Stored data
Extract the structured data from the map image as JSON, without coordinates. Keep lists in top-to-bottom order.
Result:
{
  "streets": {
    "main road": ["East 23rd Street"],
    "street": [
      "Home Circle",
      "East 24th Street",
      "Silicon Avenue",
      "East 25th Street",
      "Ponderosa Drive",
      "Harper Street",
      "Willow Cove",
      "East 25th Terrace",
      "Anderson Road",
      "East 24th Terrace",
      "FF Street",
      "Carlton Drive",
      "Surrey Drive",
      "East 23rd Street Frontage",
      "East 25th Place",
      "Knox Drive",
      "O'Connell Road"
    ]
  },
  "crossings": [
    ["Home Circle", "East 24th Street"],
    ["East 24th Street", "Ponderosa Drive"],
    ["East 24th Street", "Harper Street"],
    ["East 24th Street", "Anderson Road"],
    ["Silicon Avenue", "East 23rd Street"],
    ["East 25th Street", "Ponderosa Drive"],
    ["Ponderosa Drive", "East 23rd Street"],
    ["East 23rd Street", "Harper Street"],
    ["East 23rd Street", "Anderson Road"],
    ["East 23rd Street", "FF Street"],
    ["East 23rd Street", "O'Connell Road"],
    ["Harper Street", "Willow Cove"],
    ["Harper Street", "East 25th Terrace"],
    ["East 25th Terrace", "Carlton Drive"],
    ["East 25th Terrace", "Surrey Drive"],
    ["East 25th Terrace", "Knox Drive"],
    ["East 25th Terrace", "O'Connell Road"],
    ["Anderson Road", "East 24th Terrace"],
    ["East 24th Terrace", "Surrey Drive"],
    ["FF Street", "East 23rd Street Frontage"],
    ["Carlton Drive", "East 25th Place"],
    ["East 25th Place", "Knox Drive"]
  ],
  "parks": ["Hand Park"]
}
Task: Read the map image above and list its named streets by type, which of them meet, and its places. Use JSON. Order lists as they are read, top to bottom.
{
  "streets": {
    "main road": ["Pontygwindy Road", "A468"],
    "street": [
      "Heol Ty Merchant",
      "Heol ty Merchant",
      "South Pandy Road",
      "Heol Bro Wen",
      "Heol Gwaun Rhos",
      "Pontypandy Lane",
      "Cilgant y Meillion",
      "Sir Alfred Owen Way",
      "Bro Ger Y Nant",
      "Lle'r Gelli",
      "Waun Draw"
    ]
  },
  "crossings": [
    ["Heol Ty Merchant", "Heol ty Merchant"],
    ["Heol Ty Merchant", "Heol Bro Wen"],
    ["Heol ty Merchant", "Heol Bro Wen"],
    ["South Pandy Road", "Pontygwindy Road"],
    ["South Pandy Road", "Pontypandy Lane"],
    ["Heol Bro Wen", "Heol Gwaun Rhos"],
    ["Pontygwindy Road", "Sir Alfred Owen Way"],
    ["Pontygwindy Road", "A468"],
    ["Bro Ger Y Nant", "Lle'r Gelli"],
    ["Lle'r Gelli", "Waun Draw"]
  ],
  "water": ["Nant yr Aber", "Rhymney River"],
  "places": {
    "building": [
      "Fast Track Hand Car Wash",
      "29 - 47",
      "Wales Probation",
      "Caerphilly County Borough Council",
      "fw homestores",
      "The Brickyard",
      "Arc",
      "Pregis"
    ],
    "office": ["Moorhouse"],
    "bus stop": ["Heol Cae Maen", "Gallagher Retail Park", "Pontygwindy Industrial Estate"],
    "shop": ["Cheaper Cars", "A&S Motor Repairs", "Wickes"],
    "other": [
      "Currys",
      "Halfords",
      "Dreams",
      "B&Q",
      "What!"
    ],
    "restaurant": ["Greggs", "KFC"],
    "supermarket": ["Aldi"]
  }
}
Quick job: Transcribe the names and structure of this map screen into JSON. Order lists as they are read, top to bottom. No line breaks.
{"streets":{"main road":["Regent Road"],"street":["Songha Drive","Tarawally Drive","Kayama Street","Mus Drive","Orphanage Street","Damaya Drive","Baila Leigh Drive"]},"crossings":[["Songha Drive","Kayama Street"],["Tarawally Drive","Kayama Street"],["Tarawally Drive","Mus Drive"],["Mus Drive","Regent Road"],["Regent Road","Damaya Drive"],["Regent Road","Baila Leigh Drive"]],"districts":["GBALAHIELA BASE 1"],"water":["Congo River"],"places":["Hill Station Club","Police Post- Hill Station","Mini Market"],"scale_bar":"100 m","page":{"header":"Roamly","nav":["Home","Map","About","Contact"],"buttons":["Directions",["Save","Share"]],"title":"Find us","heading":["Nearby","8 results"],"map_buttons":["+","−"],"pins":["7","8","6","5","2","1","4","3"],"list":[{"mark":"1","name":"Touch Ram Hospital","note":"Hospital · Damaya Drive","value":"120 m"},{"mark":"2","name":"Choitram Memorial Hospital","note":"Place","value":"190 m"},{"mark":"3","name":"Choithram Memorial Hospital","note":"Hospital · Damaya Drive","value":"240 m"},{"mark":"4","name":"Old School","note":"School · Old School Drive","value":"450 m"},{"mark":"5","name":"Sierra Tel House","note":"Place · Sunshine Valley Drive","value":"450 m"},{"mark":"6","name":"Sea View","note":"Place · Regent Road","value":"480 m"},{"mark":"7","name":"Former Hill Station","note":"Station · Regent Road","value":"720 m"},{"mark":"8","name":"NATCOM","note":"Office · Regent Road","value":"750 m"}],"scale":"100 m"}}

The problem.
What you return should be the records above, repeated exactly.

The completed task.
Extract the structured data from the map image as JSON, without coordinates. Keep lists in top-to-bottom order.
Result:
{
  "streets": {
    "main road": ["East 23rd Street"],
    "street": [
      "Home Circle",
      "East 24th Street",
      "Silicon Avenue",
      "East 25th Street",
      "Ponderosa Drive",
      "Harper Street",
      "Willow Cove",
      "East 25th Terrace",
      "Anderson Road",
      "East 24th Terrace",
      "FF Street",
      "Carlton Drive",
      "Surrey Drive",
      "East 23rd Street Frontage",
      "East 25th Place",
      "Knox Drive",
      "O'Connell Road"
    ]
  },
  "crossings": [
    ["Home Circle", "East 24th Street"],
    ["East 24th Street", "Ponderosa Drive"],
    ["East 24th Street", "Harper Street"],
    ["East 24th Street", "Anderson Road"],
    ["Silicon Avenue", "East 23rd Street"],
    ["East 25th Street", "Ponderosa Drive"],
    ["Ponderosa Drive", "East 23rd Street"],
    ["East 23rd Street", "Harper Street"],
    ["East 23rd Street", "Anderson Road"],
    ["East 23rd Street", "FF Street"],
    ["East 23rd Street", "O'Connell Road"],
    ["Harper Street", "Willow Cove"],
    ["Harper Street", "East 25th Terrace"],
    ["East 25th Terrace", "Carlton Drive"],
    ["East 25th Terrace", "Surrey Drive"],
    ["East 25th Terrace", "Knox Drive"],
    ["East 25th Terrace", "O'Connell Road"],
    ["Anderson Road", "East 24th Terrace"],
    ["East 24th Terrace", "Surrey Drive"],
    ["FF Street", "East 23rd Street Frontage"],
    ["Carlton Drive", "East 25th Place"],
    ["East 25th Place", "Knox Drive"]
  ],
  "parks": ["Hand Park"]
}
Task: Read the map image above and list its named streets by type, which of them meet, and its places. Use JSON. Order lists as they are read, top to bottom.
{
  "streets": {
    "main road": ["Pontygwindy Road", "A468"],
    "street": [
      "Heol Ty Merchant",
      "Heol ty Merchant",
      "South Pandy Road",
      "Heol Bro Wen",
      "Heol Gwaun Rhos",
      "Pontypandy Lane",
      "Cilgant y Meillion",
      "Sir Alfred Owen Way",
      "Bro Ger Y Nant",
      "Lle'r Gelli",
      "Waun Draw"
    ]
  },
  "crossings": [
    ["Heol Ty Merchant", "Heol ty Merchant"],
    ["Heol Ty Merchant", "Heol Bro Wen"],
    ["Heol ty Merchant", "Heol Bro Wen"],
    ["South Pandy Road", "Pontygwindy Road"],
    ["South Pandy Road", "Pontypandy Lane"],
    ["Heol Bro Wen", "Heol Gwaun Rhos"],
    ["Pontygwindy Road", "Sir Alfred Owen Way"],
    ["Pontygwindy Road", "A468"],
    ["Bro Ger Y Nant", "Lle'r Gelli"],
    ["Lle'r Gelli", "Waun Draw"]
  ],
  "water": ["Nant yr Aber", "Rhymney River"],
  "places": {
    "building": [
      "Fast Track Hand Car Wash",
      "29 - 47",
      "Wales Probation",
      "Caerphilly County Borough Council",
      "fw homestores",
      "The Brickyard",
      "Arc",
      "Pregis"
    ],
    "office": ["Moorhouse"],
    "bus stop": ["Heol Cae Maen", "Gallagher Retail Park", "Pontygwindy Industrial Estate"],
    "shop": ["Cheaper Cars", "A&S Motor Repairs", "Wickes"],
    "other": [
      "Currys",
      "Halfords",
      "Dreams",
      "B&Q",
      "What!"
    ],
    "restaurant": ["Greggs", "KFC"],
    "supermarket": ["Aldi"]
  }
}
Quick job: Transcribe the names and structure of this map screen into JSON. Order lists as they are read, top to bottom. No line breaks.
{"streets":{"main road":["Regent Road"],"street":["Songha Drive","Tarawally Drive","Kayama Street","Mus Drive","Orphanage Street","Damaya Drive","Baila Leigh Drive"]},"crossings":[["Songha Drive","Kayama Street"],["Tarawally Drive","Kayama Street"],["Tarawally Drive","Mus Drive"],["Mus Drive","Regent Road"],["Regent Road","Damaya Drive"],["Regent Road","Baila Leigh Drive"]],"districts":["GBALAHIELA BASE 1"],"water":["Congo River"],"places":["Hill Station Club","Police Post- Hill Station","Mini Market"],"scale_bar":"100 m","page":{"header":"Roamly","nav":["Home","Map","About","Contact"],"buttons":["Directions",["Save","Share"]],"title":"Find us","heading":["Nearby","8 results"],"map_buttons":["+","−"],"pins":["7","8","6","5","2","1","4","3"],"list":[{"mark":"1","name":"Touch Ram Hospital","note":"Hospital · Damaya Drive","value":"120 m"},{"mark":"2","name":"Choitram Memorial Hospital","note":"Place","value":"190 m"},{"mark":"3","name":"Choithram Memorial Hospital","note":"Hospital · Damaya Drive","value":"240 m"},{"mark":"4","name":"Old School","note":"School · Old School Drive","value":"450 m"},{"mark":"5","name":"Sierra Tel House","note":"Place · Sunshine Valley Drive","value":"450 m"},{"mark":"6","name":"Sea View","note":"Place · Regent Road","value":"480 m"},{"mark":"7","name":"Former Hill Station","note":"Station · Regent Road","value":"720 m"},{"mark":"8","name":"NATCOM","note":"Office · Regent Road","value":"750 m"}],"scale":"100 m"}}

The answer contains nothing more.